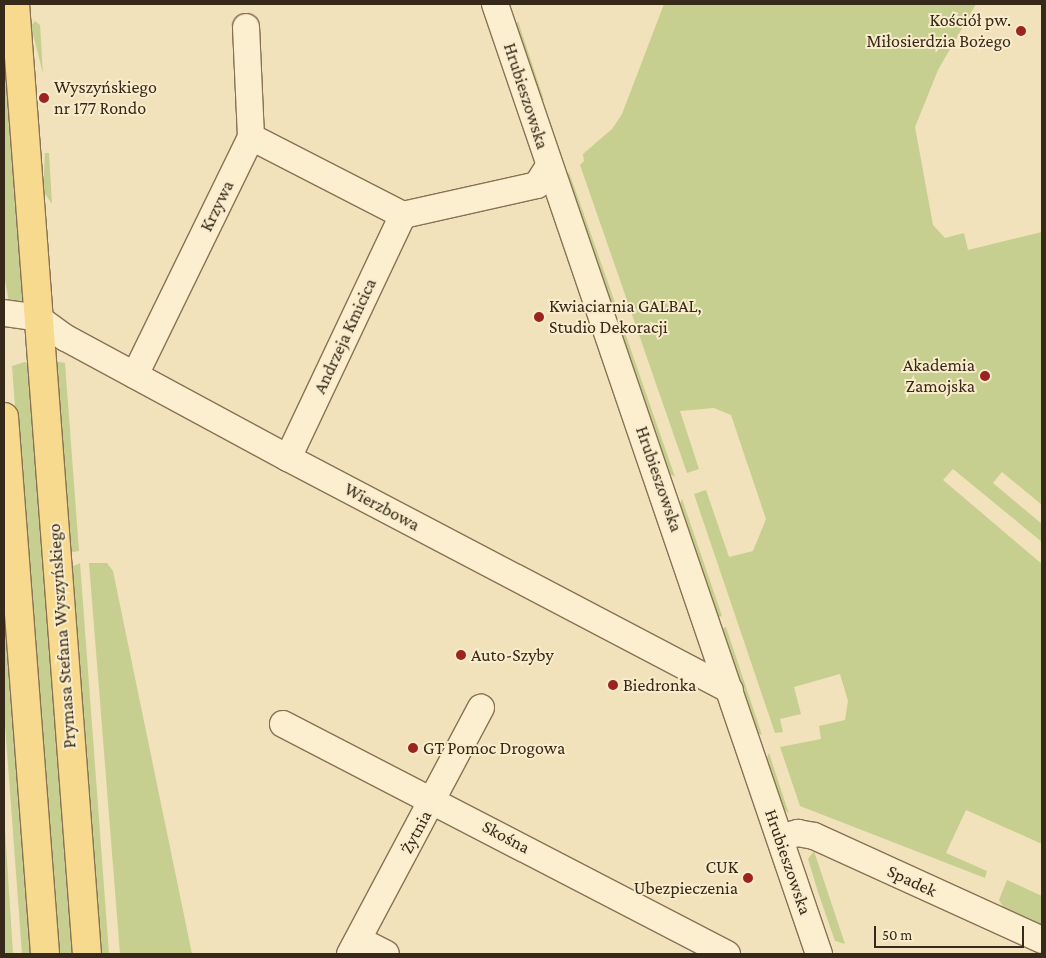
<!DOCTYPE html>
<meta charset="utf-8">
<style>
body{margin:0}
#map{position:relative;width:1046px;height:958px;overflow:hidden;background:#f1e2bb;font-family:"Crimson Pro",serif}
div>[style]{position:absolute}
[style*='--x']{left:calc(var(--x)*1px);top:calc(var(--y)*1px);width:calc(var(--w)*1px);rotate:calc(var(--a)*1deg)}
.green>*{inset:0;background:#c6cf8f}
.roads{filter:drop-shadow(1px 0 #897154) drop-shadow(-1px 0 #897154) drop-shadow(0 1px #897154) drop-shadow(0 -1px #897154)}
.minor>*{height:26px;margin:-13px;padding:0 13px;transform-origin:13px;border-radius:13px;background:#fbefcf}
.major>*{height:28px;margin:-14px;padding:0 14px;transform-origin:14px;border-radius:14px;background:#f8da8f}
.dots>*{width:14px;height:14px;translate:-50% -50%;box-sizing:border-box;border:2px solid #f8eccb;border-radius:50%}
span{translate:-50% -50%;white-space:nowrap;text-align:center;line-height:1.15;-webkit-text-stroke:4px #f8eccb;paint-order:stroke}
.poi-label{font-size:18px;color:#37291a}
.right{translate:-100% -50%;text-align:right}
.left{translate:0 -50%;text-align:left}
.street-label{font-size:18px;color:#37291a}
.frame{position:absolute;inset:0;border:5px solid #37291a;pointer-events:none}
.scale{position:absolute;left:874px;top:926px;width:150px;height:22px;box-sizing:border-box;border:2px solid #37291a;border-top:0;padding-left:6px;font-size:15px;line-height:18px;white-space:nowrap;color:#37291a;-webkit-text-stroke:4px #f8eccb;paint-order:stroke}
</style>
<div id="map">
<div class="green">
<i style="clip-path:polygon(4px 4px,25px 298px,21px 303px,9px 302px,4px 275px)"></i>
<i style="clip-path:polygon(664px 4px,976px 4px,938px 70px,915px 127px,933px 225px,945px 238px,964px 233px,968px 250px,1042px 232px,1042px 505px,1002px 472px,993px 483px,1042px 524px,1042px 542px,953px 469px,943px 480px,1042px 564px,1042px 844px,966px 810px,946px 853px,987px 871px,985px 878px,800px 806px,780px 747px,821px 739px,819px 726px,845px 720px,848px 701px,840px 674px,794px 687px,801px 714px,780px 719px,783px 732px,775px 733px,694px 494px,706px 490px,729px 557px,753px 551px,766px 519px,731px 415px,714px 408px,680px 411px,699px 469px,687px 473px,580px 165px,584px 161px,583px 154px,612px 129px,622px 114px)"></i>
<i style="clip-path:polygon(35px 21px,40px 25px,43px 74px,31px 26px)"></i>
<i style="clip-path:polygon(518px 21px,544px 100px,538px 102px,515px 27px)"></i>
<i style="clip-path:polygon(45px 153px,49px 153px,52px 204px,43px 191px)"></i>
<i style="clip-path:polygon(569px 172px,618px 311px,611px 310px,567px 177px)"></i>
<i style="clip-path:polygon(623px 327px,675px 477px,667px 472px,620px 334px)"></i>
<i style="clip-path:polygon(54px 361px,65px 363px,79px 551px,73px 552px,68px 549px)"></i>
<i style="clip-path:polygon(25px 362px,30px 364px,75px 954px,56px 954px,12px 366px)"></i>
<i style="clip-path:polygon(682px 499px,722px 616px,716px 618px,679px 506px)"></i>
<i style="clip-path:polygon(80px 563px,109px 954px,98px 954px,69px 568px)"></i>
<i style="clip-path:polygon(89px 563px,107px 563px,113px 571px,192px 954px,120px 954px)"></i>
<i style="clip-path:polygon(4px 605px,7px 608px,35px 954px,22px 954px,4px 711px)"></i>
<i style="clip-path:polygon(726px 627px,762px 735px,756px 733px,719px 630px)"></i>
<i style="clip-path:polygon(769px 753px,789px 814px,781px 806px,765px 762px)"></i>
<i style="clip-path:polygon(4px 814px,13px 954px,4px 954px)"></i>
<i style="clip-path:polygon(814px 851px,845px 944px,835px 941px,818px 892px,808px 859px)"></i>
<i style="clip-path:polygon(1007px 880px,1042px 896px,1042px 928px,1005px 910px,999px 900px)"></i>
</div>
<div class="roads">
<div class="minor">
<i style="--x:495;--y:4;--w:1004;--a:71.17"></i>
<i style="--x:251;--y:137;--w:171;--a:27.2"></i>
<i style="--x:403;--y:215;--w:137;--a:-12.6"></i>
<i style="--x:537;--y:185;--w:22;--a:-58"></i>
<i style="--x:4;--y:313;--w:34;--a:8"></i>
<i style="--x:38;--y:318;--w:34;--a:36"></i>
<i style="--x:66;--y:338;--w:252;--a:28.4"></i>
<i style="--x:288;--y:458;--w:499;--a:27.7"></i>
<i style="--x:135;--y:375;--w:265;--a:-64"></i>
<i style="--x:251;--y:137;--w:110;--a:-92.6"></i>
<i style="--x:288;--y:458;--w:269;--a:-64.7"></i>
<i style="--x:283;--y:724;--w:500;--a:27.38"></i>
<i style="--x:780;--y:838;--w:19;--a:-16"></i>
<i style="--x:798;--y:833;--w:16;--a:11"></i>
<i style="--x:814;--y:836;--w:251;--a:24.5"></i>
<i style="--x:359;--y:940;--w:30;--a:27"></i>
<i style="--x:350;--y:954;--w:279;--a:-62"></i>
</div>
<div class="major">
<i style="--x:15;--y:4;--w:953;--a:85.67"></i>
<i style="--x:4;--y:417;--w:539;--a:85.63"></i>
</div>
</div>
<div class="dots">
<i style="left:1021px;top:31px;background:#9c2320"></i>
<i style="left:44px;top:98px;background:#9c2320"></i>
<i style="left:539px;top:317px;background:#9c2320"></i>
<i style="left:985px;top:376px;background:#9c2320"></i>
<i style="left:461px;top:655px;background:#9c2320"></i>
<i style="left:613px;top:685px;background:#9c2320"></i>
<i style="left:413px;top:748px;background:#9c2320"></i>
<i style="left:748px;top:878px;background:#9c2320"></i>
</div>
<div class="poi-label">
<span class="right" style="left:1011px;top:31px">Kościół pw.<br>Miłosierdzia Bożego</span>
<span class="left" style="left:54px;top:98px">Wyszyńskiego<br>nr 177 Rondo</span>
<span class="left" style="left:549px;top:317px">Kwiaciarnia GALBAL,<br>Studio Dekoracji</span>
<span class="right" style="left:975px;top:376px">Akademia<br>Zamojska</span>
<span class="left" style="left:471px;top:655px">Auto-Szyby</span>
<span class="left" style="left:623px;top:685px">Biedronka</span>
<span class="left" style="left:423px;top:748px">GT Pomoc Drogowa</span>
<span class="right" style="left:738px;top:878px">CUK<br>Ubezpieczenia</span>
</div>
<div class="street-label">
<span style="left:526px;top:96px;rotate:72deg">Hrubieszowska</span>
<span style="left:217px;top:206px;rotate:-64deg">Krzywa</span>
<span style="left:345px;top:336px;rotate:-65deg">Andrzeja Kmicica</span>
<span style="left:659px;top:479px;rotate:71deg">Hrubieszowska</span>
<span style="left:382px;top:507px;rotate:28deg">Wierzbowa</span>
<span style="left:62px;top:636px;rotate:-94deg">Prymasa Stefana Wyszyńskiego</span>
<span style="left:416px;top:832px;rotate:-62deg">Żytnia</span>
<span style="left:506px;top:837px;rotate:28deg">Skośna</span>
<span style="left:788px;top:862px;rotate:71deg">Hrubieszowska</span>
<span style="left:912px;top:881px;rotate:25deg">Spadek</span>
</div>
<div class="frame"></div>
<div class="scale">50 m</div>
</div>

=====

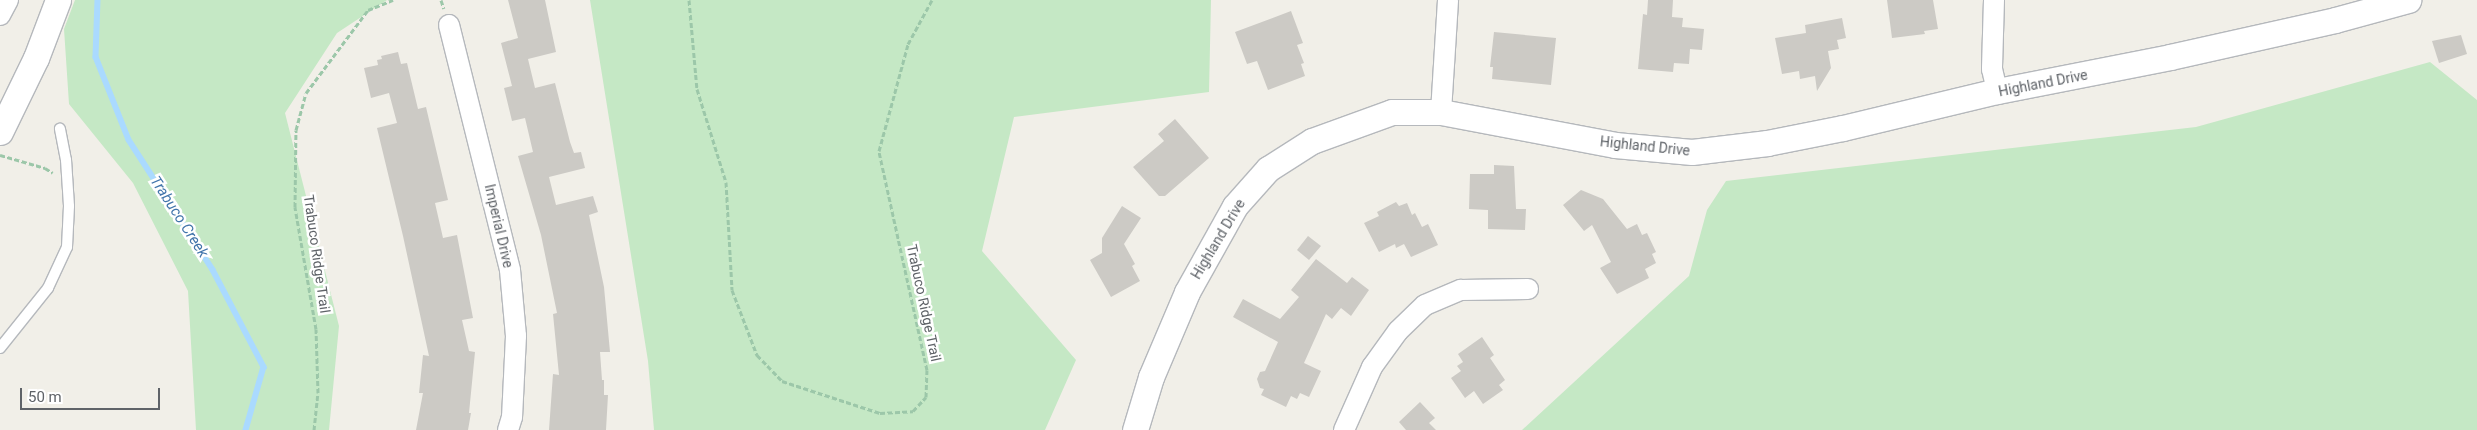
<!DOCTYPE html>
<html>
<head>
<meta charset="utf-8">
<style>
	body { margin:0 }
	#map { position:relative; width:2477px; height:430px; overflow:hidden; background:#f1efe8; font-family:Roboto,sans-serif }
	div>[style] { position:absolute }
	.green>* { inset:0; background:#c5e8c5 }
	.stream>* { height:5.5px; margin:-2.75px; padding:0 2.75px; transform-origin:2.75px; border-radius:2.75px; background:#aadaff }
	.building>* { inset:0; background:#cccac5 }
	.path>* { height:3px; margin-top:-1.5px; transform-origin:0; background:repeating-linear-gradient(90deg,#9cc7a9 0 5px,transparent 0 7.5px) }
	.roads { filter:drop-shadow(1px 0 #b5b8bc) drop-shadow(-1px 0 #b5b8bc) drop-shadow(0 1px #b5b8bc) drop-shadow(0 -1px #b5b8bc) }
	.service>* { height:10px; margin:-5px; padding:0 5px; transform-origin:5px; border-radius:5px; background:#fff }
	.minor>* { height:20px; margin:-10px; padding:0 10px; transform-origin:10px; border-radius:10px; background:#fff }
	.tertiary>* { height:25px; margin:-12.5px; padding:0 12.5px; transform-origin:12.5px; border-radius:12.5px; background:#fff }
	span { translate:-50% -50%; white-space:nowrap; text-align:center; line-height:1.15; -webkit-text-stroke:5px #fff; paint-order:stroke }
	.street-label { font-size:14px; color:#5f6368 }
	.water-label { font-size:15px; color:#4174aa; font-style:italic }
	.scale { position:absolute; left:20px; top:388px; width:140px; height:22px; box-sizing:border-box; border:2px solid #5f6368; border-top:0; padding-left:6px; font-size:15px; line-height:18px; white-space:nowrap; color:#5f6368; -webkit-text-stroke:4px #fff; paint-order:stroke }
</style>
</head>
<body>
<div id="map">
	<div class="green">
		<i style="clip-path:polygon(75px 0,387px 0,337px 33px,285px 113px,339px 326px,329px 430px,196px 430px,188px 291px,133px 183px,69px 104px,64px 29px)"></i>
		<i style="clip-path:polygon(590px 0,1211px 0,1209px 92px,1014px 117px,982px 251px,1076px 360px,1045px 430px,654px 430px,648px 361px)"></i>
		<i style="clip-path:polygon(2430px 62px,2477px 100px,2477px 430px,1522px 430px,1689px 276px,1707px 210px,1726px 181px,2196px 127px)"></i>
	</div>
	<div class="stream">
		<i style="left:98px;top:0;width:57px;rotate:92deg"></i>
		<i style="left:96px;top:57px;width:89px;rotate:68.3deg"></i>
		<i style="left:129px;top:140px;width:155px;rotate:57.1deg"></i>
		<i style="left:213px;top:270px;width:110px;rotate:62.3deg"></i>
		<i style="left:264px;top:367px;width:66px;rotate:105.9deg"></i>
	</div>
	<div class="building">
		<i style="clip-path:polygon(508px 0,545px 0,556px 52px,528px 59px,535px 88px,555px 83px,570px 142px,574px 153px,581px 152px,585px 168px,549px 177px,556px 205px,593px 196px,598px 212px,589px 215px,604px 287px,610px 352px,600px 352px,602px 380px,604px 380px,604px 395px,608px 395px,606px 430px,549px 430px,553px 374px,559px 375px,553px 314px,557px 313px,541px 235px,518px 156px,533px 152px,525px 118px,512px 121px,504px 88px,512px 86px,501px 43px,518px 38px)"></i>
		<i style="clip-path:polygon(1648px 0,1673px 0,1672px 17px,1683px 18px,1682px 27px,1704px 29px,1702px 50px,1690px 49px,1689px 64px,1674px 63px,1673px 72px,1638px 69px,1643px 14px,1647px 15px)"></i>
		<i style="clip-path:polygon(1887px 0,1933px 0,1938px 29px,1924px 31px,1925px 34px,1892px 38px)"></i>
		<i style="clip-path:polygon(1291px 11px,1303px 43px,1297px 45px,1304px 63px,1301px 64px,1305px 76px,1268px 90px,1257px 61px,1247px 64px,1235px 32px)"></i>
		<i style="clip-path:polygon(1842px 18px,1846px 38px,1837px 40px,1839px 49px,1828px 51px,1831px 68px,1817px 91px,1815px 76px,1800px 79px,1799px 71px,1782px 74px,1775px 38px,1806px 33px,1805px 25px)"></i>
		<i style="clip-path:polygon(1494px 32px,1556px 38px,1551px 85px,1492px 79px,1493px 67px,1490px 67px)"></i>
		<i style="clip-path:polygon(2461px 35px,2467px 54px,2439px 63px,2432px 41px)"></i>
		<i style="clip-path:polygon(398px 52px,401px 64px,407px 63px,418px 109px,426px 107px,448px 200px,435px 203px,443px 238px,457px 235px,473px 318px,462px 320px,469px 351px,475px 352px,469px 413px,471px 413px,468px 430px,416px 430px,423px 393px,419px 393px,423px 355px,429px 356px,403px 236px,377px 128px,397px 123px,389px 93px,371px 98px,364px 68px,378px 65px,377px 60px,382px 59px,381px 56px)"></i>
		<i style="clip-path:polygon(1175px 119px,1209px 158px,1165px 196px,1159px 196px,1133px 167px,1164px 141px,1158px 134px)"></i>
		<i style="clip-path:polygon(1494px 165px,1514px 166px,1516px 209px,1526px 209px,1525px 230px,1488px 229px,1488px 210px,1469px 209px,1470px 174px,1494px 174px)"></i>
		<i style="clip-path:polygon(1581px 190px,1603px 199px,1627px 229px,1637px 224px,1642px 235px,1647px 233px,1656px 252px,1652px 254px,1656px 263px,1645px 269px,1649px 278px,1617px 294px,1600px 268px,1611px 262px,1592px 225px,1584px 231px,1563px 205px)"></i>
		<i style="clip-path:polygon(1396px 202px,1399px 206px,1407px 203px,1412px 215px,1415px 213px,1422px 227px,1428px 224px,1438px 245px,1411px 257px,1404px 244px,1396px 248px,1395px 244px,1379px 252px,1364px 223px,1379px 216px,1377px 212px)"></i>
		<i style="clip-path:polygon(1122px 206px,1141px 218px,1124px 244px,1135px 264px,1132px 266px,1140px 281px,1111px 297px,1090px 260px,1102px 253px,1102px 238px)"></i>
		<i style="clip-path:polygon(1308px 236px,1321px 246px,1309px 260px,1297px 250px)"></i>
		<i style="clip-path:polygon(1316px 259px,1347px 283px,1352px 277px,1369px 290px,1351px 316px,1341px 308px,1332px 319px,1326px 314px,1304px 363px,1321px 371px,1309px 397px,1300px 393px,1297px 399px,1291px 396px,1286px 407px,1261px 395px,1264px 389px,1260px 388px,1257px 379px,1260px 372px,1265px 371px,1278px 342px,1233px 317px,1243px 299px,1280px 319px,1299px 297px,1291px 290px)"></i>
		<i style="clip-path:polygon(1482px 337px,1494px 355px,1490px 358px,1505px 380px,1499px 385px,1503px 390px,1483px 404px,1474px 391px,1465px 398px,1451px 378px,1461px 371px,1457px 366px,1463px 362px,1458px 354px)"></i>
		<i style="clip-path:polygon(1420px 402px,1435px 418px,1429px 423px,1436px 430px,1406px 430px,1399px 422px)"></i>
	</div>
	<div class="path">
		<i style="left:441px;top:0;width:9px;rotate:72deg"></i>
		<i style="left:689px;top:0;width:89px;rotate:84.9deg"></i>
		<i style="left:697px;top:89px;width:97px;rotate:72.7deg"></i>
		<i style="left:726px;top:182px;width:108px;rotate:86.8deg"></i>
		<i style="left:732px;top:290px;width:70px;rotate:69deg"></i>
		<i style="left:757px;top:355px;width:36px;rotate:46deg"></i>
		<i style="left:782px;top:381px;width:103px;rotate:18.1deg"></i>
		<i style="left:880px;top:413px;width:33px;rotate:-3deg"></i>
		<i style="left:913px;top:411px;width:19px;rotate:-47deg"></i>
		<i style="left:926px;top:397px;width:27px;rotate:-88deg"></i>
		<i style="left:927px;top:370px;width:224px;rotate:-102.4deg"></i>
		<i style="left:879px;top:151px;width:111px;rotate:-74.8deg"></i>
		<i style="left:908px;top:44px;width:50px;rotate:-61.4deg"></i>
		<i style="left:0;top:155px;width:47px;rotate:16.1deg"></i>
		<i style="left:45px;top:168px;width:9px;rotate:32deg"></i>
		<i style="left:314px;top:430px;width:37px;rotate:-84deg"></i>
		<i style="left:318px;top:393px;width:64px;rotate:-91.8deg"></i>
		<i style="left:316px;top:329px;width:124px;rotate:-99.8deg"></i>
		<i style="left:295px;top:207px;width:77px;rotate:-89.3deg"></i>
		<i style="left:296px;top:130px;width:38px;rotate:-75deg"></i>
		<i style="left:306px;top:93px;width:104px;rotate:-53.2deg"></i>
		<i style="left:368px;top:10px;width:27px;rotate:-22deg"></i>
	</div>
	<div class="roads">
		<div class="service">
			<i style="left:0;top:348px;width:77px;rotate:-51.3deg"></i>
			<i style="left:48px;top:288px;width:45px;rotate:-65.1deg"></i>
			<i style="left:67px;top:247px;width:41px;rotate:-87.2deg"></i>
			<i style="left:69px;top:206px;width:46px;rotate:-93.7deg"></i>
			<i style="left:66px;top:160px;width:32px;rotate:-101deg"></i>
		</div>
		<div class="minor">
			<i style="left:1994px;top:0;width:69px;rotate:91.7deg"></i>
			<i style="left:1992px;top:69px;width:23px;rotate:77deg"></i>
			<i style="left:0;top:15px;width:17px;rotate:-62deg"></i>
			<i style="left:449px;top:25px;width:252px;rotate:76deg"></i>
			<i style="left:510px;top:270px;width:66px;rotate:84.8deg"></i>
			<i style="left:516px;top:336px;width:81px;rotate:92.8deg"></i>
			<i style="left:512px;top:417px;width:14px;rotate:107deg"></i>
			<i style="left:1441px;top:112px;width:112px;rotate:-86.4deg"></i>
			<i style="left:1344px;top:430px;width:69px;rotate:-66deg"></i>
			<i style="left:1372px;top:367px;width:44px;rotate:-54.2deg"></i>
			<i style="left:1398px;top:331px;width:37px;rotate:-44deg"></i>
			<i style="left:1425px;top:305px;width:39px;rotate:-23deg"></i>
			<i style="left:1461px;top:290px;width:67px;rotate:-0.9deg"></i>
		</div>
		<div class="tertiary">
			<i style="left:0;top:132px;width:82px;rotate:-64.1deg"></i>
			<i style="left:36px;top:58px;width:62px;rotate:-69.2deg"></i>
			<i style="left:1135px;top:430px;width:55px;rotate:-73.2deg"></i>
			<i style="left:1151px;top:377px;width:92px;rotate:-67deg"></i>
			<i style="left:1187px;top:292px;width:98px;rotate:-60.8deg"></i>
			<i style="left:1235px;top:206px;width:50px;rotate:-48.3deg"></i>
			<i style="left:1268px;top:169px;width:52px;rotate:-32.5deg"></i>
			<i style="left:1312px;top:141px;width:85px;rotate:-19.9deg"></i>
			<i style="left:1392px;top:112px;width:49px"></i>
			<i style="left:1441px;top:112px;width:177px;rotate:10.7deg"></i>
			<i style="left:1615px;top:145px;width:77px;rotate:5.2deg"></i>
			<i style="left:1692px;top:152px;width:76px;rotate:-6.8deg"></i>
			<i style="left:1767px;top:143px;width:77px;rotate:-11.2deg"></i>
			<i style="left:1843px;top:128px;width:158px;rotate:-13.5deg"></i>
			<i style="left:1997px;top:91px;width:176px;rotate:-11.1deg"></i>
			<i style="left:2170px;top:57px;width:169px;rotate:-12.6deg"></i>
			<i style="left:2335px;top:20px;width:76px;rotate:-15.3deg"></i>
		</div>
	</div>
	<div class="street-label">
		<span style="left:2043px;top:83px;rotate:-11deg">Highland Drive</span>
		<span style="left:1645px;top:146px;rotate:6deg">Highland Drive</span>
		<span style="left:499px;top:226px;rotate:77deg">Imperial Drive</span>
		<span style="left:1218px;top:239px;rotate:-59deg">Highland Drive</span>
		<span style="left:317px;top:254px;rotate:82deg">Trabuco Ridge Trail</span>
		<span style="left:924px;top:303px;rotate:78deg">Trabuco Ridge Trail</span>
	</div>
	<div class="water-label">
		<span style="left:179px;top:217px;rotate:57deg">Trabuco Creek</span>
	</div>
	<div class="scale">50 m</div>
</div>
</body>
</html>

=====

▸ Task objective
State the number of lines in these entries that include the string "shadow". Provide nothing beyond that number.

▸ Answer
2